Following a CBC investigation, YouTube shut down a popular channel focused on conservative content after achieving tens of millions of views during the 2025 federal election.

Now, the public broadcaster is bragging about having the channel taken down. 

The account, Real Talk Politiks, said it had amassed nearly 70 million views between April 3 and April 30, outperforming mainstream outlets including CBC in the run-up to election day.

The channel published concise political commentary that critiqued progressive politics and government-funded media such as the CBC itself.

Its removal came days after CBC’s Visual Investigations team and Radio-Canada’s Décrypteurs contacted YouTube with questions about its content.

“A YouTube account that was the most popular Canada-based news and politics channel during much of the 2025 federal election has been taken down by YouTube, following inquiries from CBC News’s visual investigations team and Radio-Canada’s Décrypteurs,” wrote CBC reporters.

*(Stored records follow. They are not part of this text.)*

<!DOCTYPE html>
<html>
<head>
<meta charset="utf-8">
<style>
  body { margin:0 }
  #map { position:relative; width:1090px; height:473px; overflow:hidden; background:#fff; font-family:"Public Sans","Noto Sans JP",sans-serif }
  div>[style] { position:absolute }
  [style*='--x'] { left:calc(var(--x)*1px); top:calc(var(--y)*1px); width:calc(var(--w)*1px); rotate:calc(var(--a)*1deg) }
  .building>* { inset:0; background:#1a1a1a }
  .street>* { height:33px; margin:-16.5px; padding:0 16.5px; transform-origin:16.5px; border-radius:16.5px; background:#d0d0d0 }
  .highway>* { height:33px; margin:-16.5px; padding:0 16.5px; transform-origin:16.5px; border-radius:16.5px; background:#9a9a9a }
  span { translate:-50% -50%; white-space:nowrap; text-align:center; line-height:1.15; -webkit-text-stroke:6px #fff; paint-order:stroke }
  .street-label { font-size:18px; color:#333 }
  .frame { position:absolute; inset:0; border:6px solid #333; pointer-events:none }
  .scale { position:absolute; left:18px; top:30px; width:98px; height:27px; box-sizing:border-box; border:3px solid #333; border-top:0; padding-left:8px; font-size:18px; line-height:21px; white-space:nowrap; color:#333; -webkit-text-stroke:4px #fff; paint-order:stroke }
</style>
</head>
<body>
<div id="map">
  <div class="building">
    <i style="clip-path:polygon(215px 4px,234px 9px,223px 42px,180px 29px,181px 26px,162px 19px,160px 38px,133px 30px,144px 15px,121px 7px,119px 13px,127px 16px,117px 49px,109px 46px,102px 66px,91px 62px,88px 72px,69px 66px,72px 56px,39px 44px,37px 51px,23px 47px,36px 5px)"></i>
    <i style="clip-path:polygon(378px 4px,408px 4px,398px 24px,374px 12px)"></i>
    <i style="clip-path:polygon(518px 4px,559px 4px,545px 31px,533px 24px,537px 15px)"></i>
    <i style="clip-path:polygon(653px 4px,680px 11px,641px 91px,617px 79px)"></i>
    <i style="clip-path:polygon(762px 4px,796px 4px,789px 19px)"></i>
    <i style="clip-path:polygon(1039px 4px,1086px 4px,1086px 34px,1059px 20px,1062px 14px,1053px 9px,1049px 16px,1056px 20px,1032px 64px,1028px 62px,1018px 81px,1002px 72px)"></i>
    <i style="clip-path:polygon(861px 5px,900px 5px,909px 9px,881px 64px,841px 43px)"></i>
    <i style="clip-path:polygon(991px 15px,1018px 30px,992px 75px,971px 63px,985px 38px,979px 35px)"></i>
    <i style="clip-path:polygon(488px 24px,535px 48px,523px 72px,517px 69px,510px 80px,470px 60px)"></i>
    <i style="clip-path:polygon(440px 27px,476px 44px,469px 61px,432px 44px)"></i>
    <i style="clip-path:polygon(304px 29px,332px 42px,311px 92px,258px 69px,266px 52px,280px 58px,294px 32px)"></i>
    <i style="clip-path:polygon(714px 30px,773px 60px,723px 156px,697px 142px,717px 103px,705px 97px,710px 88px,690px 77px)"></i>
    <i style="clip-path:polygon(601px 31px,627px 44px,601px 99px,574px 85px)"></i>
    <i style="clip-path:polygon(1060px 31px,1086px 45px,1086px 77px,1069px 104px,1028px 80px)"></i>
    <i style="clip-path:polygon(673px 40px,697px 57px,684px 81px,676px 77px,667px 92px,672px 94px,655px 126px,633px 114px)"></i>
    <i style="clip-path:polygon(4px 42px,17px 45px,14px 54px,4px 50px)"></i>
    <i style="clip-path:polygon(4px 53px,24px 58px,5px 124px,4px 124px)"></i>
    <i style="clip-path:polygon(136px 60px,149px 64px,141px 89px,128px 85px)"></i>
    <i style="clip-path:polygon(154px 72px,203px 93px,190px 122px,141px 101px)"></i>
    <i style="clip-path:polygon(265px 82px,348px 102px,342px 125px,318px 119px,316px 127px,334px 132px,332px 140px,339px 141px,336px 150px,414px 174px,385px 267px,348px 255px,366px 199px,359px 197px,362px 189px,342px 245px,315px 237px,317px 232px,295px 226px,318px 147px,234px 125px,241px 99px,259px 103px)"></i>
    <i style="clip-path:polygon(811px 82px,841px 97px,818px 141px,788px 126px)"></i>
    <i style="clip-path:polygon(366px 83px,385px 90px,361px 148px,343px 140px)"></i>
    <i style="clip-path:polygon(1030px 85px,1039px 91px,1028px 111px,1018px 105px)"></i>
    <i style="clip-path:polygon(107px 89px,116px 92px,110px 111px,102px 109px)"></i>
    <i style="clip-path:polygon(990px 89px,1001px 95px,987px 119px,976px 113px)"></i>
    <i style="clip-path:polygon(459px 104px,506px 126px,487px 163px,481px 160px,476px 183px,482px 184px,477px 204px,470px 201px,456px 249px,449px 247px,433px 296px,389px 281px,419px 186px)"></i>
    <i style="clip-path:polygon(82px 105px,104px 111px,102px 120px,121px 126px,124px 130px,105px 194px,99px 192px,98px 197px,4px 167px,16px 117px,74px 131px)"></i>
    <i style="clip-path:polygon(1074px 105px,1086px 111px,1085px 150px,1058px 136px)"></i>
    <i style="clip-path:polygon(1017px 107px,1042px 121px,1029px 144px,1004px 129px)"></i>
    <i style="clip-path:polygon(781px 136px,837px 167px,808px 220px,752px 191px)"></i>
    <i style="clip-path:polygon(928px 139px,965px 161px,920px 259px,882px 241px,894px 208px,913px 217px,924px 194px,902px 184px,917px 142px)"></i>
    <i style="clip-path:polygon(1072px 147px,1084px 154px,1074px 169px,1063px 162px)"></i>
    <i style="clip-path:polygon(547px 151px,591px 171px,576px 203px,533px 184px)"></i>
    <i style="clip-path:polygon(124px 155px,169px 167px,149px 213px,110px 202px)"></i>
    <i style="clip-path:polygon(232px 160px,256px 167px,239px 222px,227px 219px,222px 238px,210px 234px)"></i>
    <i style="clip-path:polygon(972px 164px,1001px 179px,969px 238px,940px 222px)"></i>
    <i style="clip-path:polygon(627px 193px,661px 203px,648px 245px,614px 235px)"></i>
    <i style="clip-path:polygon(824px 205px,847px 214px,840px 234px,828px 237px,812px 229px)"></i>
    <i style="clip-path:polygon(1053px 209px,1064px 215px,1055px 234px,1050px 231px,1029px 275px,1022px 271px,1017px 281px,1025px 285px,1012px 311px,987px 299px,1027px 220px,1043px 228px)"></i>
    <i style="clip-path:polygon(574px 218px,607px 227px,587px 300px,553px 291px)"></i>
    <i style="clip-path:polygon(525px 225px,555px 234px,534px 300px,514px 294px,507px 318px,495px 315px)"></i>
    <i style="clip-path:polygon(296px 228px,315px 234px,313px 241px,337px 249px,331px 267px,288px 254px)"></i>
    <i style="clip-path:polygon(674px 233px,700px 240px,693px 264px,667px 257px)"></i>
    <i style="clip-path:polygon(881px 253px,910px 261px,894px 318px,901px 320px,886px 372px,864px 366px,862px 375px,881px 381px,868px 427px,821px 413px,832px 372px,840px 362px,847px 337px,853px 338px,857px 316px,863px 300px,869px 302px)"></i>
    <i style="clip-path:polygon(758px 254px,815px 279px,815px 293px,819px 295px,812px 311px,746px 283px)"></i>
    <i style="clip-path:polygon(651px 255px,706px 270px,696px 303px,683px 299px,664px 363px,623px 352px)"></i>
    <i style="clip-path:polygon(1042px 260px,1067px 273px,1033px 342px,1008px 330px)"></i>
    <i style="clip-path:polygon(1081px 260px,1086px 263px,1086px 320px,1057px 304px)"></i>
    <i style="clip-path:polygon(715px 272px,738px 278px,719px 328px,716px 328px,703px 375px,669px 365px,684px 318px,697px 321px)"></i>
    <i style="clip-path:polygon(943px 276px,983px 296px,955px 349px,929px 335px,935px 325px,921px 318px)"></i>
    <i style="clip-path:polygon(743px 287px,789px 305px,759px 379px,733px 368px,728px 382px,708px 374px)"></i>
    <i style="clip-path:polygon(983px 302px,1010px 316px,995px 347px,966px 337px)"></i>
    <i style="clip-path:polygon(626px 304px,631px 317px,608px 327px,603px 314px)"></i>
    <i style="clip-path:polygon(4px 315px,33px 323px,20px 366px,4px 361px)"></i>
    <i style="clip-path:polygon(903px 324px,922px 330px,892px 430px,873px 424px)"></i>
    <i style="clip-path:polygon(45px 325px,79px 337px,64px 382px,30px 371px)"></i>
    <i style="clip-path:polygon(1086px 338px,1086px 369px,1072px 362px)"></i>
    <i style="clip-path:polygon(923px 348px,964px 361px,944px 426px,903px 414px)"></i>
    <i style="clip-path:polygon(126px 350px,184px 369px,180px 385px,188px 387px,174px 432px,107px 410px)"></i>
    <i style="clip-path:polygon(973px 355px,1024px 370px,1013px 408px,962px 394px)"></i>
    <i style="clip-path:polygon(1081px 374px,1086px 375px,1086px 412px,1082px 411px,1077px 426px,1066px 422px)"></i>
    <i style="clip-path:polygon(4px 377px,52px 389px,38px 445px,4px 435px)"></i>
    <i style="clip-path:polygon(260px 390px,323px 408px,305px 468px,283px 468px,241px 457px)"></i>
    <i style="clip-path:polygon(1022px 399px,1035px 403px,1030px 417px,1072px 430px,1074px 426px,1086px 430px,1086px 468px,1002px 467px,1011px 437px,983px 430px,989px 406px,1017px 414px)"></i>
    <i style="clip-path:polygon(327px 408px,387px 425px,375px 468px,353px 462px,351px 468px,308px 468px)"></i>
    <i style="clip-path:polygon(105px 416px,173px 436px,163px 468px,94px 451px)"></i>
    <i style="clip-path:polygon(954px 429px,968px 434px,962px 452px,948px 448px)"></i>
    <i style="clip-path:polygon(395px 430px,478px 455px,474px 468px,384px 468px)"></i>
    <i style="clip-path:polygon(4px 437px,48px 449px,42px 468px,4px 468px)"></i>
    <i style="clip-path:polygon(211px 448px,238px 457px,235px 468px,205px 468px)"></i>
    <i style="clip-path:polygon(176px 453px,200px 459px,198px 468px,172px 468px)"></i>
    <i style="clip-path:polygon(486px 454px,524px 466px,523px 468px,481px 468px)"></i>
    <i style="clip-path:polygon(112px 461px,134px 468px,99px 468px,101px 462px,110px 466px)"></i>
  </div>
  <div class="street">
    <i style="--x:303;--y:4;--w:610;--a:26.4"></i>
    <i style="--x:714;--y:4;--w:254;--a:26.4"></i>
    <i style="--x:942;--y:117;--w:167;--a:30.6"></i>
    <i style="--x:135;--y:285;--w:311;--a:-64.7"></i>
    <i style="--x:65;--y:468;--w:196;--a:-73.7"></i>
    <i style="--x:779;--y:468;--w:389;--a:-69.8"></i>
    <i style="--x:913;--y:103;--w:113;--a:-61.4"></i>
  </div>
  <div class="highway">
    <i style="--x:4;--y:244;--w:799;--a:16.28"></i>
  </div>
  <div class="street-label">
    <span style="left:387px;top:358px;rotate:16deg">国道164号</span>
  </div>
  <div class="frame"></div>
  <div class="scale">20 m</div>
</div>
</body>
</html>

YouTube said the termination was due to violations of policies on spam, scams and deceptive practices but did not specify what violations the channel committed.

The channel’s creator disputes that claim, calling the takedown was politically motivated.

“A billion dollar, state-funded media outlet went after a small creator, just because I was getting more views than them,” wrote the channel creators.

CBC’s investigation focused on the channel’s use of AI voiceovers in the videos.

The broadcaster described the format as a form of “content farming,” a term used to describe low-quality material produced in mass quantities to provoke engagement.

One example flagged involved an AI-generated version of former U.S. president Ronald Reagan delivering a joke he never said himself, in a comedic script. 

The creator told CBC the clip was sourced from elsewhere on YouTube and believed to be authentic.

The video has circulated across YouTube, but the company did not mention if that video factored into the takedown. 

The timing has raised questions about whether the CBC crossed a line by pushing a private platform to act against a competitor in the political media field.

The channel’s operator concluded his remarks on X saying “when state media and big tech team up to silence a creator because of political ideology, it’s not just censorship, it’s tyranny with a smile”.